Stored entries:
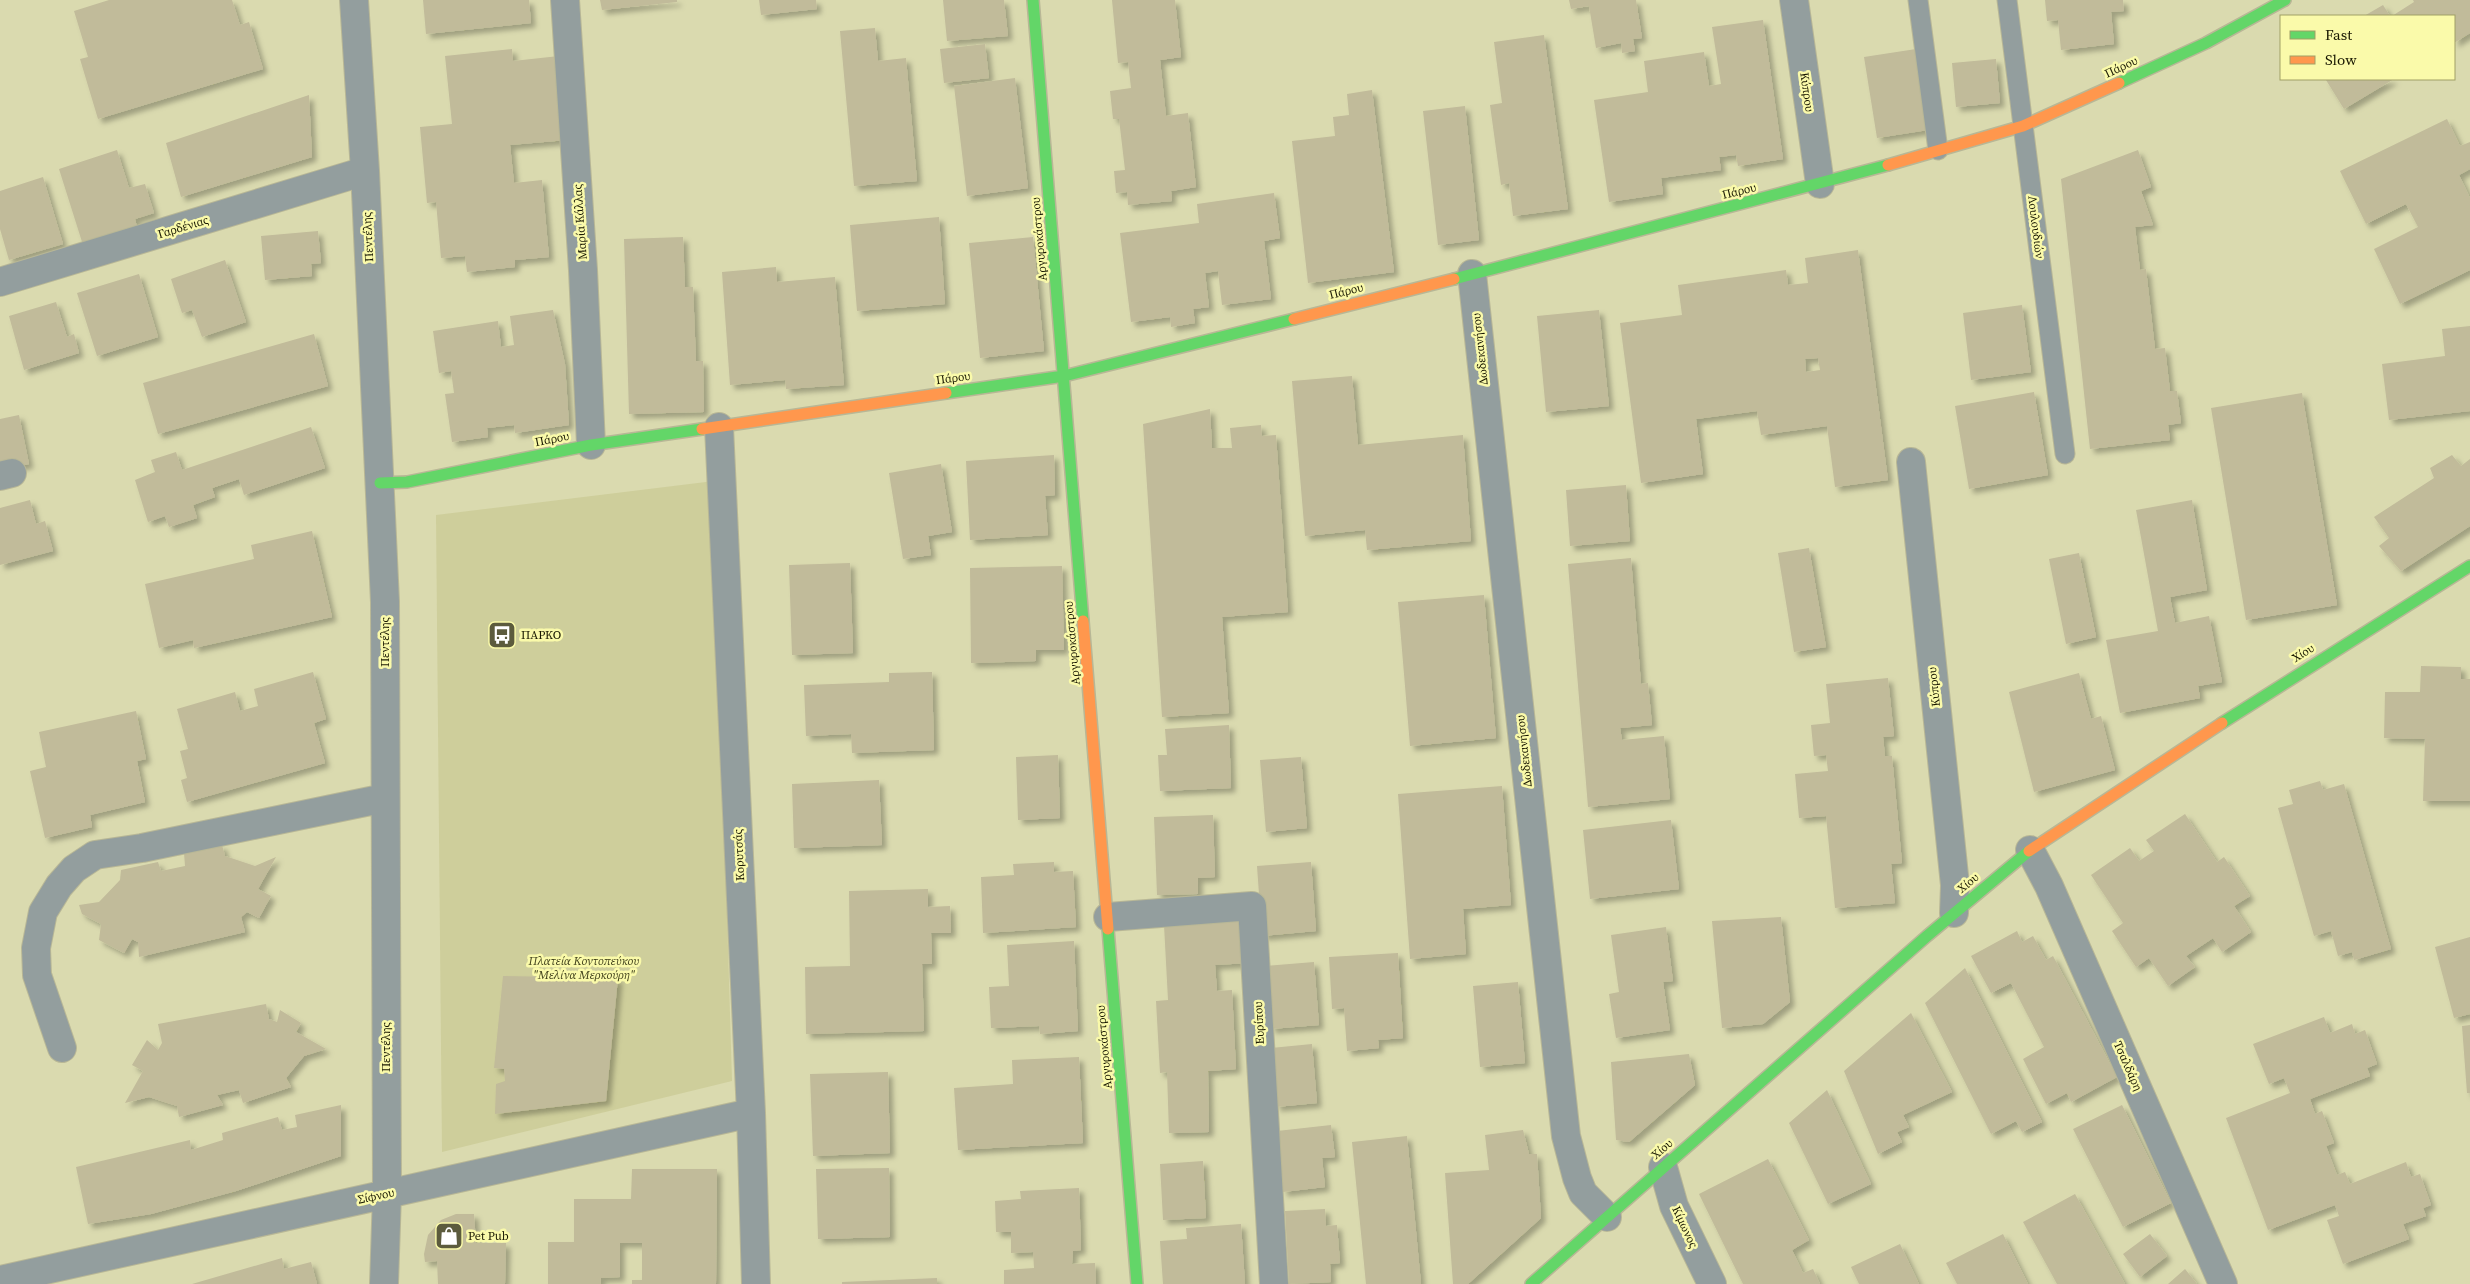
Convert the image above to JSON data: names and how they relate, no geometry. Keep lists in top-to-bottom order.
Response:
{
  "streets": {
    "street": [
      "Πάρου",
      "Κύπρου",
      "Μαρία Κάλλας",
      "Γαρδένιας",
      "Πεντέλης",
      "Αργυροκάστρου",
      "Δωδεκανήσου",
      "Χίου",
      "Κορυτσάς",
      "Ευρίπου",
      "Τσαλδάρη",
      "Σίφνου",
      "Κίμωνος"
    ],
    "lane": ["Λουλουδιών"]
  },
  "crossings": [
    ["Πάρου", "Κύπρου"],
    ["Πάρου", "Μαρία Κάλλας"],
    ["Πάρου", "Λουλουδιών"],
    ["Πάρου", "Πεντέλης"],
    ["Πάρου", "Αργυροκάστρου"],
    ["Πάρου", "Δωδεκανήσου"],
    ["Πάρου", "Κορυτσάς"],
    ["Κύπρου", "Χίου"],
    ["Γαρδένιας", "Πεντέλης"],
    ["Πεντέλης", "Σίφνου"],
    ["Αργυροκάστρου", "Ευρίπου"],
    ["Δωδεκανήσου", "Χίου"],
    ["Χίου", "Τσαλδάρη"],
    ["Χίου", "Κίμωνος"],
    ["Κορυτσάς", "Σίφνου"]
  ],
  "parks": ["Πλατεία Κοντοπεύκου \"Μελίνα Μερκούρη\""],
  "places": {
    "bus stop": ["ΠΑΡΚΟ"],
    "shop": ["Pet Pub"]
  },
  "legend": ["Fast", "Slow"]
}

[THE PROBLEM]
Nothing but an exact repeat of the records, pictures excluded, belongs in the answer.

[COMPLETED EXERCISE]
Convert the image above to JSON data: names and how they relate, no geometry. Keep lists in top-to-bottom order.
Response:
{
  "streets": {
    "street": [
      "Πάρου",
      "Κύπρου",
      "Μαρία Κάλλας",
      "Γαρδένιας",
      "Πεντέλης",
      "Αργυροκάστρου",
      "Δωδεκανήσου",
      "Χίου",
      "Κορυτσάς",
      "Ευρίπου",
      "Τσαλδάρη",
      "Σίφνου",
      "Κίμωνος"
    ],
    "lane": ["Λουλουδιών"]
  },
  "crossings": [
    ["Πάρου", "Κύπρου"],
    ["Πάρου", "Μαρία Κάλλας"],
    ["Πάρου", "Λουλουδιών"],
    ["Πάρου", "Πεντέλης"],
    ["Πάρου", "Αργυροκάστρου"],
    ["Πάρου", "Δωδεκανήσου"],
    ["Πάρου", "Κορυτσάς"],
    ["Κύπρου", "Χίου"],
    ["Γαρδένιας", "Πεντέλης"],
    ["Πεντέλης", "Σίφνου"],
    ["Αργυροκάστρου", "Ευρίπου"],
    ["Δωδεκανήσου", "Χίου"],
    ["Χίου", "Τσαλδάρη"],
    ["Χίου", "Κίμωνος"],
    ["Κορυτσάς", "Σίφνου"]
  ],
  "parks": ["Πλατεία Κοντοπεύκου \"Μελίνα Μερκούρη\""],
  "places": {
    "bus stop": ["ΠΑΡΚΟ"],
    "shop": ["Pet Pub"]
  },
  "legend": ["Fast", "Slow"]
}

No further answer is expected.